By funding the effort, the Carnegie Corporation fills a gaping hole in the process of implementing the common-core standards for ELLs. The U.S. Department of Education earlier this year launched a grant competition for English-language-proficiency tests to be developed for the common-core standards, but the $10.7 million provided for that competition doesn’t pay for the development of English-language-proficiency standards, which typically come first. The winner or winners of the assessment-grant competition are expected to be announced in August.

The gap created “a moment in time” for the Carnegie Corp. to back the writing of standards for ELLs, said Andrés Henríquez, a program officer in the national program at the Carnegie Corp. “If we don’t do it in this time frame, we lose this opportunity,” he said.

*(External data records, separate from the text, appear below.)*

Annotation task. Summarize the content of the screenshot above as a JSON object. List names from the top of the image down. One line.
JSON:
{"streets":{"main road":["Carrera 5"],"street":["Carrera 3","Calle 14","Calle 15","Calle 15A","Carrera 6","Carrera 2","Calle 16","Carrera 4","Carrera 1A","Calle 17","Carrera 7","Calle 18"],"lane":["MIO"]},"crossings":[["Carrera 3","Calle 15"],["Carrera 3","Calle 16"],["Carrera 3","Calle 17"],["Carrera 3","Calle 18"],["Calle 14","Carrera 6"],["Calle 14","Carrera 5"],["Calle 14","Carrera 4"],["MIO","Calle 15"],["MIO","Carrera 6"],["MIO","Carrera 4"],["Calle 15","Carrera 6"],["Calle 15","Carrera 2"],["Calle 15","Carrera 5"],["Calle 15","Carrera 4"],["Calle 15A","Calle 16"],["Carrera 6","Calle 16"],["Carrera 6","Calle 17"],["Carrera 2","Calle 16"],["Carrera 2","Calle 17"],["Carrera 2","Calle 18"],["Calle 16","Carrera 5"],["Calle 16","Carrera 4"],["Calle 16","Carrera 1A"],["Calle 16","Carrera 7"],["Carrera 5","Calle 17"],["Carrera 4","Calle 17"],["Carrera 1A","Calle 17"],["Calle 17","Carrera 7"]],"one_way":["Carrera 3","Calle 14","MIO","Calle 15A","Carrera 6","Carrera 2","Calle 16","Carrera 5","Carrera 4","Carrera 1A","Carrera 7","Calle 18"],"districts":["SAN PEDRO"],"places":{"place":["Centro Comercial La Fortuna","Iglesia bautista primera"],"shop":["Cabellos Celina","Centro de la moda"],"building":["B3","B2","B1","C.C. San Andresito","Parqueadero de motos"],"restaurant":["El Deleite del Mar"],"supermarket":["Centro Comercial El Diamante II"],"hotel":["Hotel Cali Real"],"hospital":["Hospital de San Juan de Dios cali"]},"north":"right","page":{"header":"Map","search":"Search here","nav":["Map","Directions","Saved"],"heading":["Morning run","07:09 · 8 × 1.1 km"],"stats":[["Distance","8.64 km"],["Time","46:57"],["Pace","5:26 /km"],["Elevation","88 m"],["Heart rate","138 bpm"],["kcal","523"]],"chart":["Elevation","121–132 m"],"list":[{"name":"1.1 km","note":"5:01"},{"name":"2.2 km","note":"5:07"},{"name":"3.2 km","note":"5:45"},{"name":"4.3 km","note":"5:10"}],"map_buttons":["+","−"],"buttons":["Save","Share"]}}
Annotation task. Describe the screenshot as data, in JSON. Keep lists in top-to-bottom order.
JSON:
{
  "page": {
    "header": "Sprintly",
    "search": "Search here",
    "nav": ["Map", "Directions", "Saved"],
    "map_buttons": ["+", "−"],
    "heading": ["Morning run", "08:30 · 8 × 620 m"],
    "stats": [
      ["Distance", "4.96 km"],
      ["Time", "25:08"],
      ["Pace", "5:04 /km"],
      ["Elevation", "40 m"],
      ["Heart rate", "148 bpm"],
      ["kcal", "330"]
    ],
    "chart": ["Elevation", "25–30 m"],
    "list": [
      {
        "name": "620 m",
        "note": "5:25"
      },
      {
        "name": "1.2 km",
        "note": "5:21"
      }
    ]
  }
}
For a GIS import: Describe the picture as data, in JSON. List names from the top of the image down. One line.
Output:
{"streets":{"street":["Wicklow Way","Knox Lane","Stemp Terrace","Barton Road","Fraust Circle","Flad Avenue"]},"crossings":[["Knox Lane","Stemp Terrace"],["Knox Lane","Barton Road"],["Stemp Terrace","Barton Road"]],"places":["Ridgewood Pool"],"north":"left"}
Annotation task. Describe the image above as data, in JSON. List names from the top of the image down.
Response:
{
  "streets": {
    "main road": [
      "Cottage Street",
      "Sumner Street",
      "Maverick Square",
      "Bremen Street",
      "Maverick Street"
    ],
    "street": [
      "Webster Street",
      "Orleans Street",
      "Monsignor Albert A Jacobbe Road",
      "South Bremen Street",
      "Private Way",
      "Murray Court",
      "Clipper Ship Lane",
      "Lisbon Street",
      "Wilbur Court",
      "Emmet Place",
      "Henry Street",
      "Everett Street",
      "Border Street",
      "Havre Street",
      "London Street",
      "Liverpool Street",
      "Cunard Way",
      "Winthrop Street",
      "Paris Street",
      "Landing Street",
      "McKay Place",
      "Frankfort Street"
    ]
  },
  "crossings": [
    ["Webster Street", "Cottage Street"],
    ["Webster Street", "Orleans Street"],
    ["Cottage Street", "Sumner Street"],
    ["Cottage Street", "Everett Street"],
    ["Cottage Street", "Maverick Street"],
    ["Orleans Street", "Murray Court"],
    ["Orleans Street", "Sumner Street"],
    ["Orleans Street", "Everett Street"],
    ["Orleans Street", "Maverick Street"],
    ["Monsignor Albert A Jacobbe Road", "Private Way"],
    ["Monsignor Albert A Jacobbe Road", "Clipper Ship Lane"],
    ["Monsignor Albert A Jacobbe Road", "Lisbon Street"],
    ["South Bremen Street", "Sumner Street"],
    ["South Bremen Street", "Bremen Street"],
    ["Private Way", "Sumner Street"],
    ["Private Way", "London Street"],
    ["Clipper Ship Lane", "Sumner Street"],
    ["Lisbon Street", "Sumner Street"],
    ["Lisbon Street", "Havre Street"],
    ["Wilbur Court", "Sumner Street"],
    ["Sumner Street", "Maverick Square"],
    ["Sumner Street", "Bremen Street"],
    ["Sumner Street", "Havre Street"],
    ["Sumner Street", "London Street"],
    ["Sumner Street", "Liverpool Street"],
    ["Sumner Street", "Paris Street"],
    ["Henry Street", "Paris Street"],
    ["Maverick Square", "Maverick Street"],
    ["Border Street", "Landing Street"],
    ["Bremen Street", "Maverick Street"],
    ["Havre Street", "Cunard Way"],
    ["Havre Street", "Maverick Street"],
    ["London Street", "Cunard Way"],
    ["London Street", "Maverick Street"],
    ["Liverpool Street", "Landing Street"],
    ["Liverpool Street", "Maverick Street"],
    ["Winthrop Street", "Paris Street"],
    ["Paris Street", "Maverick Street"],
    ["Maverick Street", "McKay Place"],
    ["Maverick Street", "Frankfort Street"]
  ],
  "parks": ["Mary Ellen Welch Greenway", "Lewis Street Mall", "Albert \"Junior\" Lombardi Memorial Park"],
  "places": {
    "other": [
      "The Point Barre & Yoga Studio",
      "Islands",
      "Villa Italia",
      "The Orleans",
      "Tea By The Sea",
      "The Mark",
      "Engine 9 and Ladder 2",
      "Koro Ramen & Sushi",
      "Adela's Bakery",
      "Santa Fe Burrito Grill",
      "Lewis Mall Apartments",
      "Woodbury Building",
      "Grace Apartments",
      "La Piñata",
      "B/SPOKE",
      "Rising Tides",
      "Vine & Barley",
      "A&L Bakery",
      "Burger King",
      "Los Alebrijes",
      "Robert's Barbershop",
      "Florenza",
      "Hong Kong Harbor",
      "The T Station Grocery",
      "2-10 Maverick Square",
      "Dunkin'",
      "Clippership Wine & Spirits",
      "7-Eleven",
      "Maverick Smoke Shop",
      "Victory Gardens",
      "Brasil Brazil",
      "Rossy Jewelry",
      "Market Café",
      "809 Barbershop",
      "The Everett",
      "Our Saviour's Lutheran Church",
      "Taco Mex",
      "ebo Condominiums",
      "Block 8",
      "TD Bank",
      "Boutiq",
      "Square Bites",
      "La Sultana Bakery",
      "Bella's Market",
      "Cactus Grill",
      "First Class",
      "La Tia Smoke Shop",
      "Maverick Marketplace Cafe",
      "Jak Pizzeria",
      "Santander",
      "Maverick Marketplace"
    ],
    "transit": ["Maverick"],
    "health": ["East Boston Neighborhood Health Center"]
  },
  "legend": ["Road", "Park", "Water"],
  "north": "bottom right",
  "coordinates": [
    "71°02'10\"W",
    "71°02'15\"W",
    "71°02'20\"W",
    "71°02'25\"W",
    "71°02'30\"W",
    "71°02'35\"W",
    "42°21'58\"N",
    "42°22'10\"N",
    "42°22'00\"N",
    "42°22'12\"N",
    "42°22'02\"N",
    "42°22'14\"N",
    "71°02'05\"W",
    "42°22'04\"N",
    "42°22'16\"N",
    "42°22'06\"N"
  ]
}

“The effort is to think about the content areas in the common core that offer strategically fertile areas around which language instruction can take place,” Hakuta explained to me. The standards will elaborate on what ELLs should know and be able to do in the content areas at different English-proficiency levels, he said.

Organizations that are represented on the steering committee for the project are the Council of Chief State School Officers, the Council of the Great City Schools, and the National Council of La Raza.

Other than Hakuta and Santos, six people are part of the core group responsible for carrying out the project. They are Susan Pimental, the lead writer for the common-core language-arts standards; Phil Daro, the lead writer for the common-core math standards; Helen Quinn, the chair of the effort to create a framework for K-12 science standards; Okhee Lee, an expert on ELLs and science at the University of Miami; and Judit Moschkovich, an expert on ELLs and math, and George Bunch, an expert on ELLs and social studies, both from the University of California, Santa Cruz.

The grant, which lasts for two years, is called “Building on Common-Core Standards to Improve Learning for English-language Learners.” (By way of disclosure, the Carnegie Corporation also underwrites coverage of leadership, human-capital development, expanded and extended learning time, and arts learning in Education Week.)

A version of this news article first appeared in the Learning the Language blog.